Order Filed Date 10/7/21

Napa County Super. Ct. No. 19CV00073

ORDER MODIFYING OPINION AND DENYING REHEARING

Appellant Charles J. Berry's petition for rehearing is denied.

It is ordered that the unpublished opinion filed September 16, 2021 is modified as follows:

On page 7, footnote 3 is amended to: We deny Berry's request for judicial notice of a letter and email from the Commission and a page from NCOE's web site because they “are irrelevant to this appeal.” (Diego v. Pilgrim United Church of Christ (2014) 231 Cal.App.4th 913, 924, fn. 13.)

This modification effects no change in the judgment.

Chou, J.[*]

In May 2018, pro per appellant Charles J. Berry was working as a substitute teacher for respondent Pope Valley Union Elementary School District (Pope Valley School District), when three students complained about his reference to a pornographic web site. After a brief investigation, the superintendent of Pope Valley School District sent letters to respondent Napa County Office of Education (NCOE) and the California Commission on Teacher Credentialing (Commission) accusing Berry of multiple acts of misconduct and suggesting “further action” on their part. In response, NCOE inactivated Berry as a substitute teacher for Napa County. As a result, Berry was no longer able to work as a substitute teacher in Napa County.

In response, Berry filed this action, alleging a gender discrimination claim and multiple tort claims against respondents. After Berry amended his complaint twice, the trial court sustained respondents' demurrers. In doing so, the trial court granted leave to amend the gender discrimination and negligence claims but denied leave to amend the other tort claims. Berry did not, however, amend his gender discrimination and negligence claims. Instead, he orally asked the trial court for leave to add new causes of action at the hearing on respondents' ex parte applications to dismiss the case. The trial court refused and dismissed the case. Berry now appeals, challenging the sustaining of the demurrers and the denial of his request to amend.

Pope Valley School District and NCOE are collectively referred to as respondents.

We hold that the trial court erred in sustaining the demurrer to Berry's gender discrimination claim. We also hold that the trial court abused its discretion by refusing to give Berry the opportunity to file a motion to amend his complaint to add new causes of action. We affirm in all other respects.

BACKGROUND

Because Berry appeals from the sustaining of respondents' demurrers, we draw our facts from those pleaded in the complaint and those of which we may take judicial notice. (Elder v. Pacific Bell Telephone Co. (2012) 205 Cal.App.4th 841, 846, fn. 3.)

Berry is a certified substitute teacher.
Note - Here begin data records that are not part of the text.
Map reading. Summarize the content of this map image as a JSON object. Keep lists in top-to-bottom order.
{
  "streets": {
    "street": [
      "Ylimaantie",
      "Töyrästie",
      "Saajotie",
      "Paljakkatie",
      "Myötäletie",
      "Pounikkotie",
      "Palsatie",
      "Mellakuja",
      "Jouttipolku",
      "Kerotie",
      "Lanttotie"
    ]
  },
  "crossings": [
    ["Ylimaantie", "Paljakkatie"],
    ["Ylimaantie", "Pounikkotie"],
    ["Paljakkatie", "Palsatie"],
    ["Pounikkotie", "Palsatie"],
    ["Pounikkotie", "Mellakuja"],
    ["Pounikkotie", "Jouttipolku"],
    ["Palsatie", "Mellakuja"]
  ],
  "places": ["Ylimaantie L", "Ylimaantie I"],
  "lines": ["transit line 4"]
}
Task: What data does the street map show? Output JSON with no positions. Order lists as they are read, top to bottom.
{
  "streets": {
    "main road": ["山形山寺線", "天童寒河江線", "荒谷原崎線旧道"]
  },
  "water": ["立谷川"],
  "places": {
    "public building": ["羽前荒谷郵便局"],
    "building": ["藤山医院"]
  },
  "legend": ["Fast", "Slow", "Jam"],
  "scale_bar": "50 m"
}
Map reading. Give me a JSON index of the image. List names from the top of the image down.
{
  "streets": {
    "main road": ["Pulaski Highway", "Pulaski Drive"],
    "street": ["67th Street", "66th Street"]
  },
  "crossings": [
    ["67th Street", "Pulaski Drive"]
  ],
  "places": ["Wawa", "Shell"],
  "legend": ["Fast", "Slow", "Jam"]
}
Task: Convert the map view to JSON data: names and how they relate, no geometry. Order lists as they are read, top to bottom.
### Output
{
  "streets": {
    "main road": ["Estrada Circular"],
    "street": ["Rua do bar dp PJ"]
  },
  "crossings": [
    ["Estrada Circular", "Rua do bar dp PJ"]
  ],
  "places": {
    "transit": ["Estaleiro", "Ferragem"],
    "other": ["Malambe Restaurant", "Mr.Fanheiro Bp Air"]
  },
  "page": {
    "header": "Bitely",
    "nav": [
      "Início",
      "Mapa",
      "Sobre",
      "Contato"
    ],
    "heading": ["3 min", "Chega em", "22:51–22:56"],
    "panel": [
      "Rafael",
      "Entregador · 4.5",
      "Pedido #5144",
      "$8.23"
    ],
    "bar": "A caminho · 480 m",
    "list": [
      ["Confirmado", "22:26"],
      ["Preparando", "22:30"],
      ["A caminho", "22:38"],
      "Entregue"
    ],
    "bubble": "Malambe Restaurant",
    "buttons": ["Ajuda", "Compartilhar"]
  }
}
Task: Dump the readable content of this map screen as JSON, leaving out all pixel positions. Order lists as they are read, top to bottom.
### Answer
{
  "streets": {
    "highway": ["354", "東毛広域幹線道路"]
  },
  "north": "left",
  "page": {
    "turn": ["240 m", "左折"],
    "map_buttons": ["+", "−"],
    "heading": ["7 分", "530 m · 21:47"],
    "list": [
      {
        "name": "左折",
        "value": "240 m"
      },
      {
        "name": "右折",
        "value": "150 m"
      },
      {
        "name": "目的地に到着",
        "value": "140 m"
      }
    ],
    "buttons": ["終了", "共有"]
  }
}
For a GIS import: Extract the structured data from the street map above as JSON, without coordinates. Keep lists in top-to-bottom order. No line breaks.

On May 8, 2018, he was working as a substitute teacher for a class of seventh and eighth graders at Pope Valley School District located in Napa County, when three students accused him of referencing a pornographic web site during class. Berry denied making any such reference, claiming that the students made up the accusation to avoid certain school obligations.

In response to the accusations, Ken J. Burkhart, the teacher of the class and the principal and superintendent at Pope Valley School District, interviewed students in the class. An administrative designee of Burkhart also briefly interviewed Berry. Following the interviews, Burkhart sent letters on May 9, 2018 to NCOE and the Commission. In the letters, Burkhart alleged that Berry engaged in the following misconduct while teaching his class on April 25, 2018: (1) “[l]ed the class on a lengthy discussion about the good attributes of Adolph Hitler;” (2) “[l]ed the class on a lengthy discussion about a conspiracy to fake the moon landing”; (3) “[a]pproached an 8th grade boy who quickly closed his laptop and accused that student of watching ‘pornhub' (a specific online adult website)”; and (4) offered “to give a lesson or help” after observing several students “reviewing the reproductive system” as part of their schoolwork. Burkhart also alleged that Berry arrived 30 minutes late on May 8 and was wearing inappropriate clothing-i.e., “black gym shorts and a black t-shirt.” Finally, Burkhart alleged that Berry commented on another employee's appearance, which made her “very upset and” feel “harassed.”

Berry admitted he discussed Hitler and the moon landing with the class. He, however, denied “glorif[ying] Hitler, or even present[ing] him in an overall positive light.” As to the moon landing, he claimed he only “described the reasons why some question whether we actually went to the moon” and informed students that “these reasons ha[d] been answered by NASA supporters” and can be found “online.” He also admitted he arrived at 8:45 a.m. on May 8-30 minutes after he was supposed to arrive-but claimed there was no need for him to arrive earlier because class did not start until 9:00 am. He also admitted he wore shorts and a t-shirt but claimed the shorts were similar to what “postal workers and occasionally policemen” wear, the shirt “was more expensive than cheap cotton Ts, ” and no one questioned his attire at the time. Finally, Berry did not recall any conversations about the reproductive system or comments on an employee's appearance.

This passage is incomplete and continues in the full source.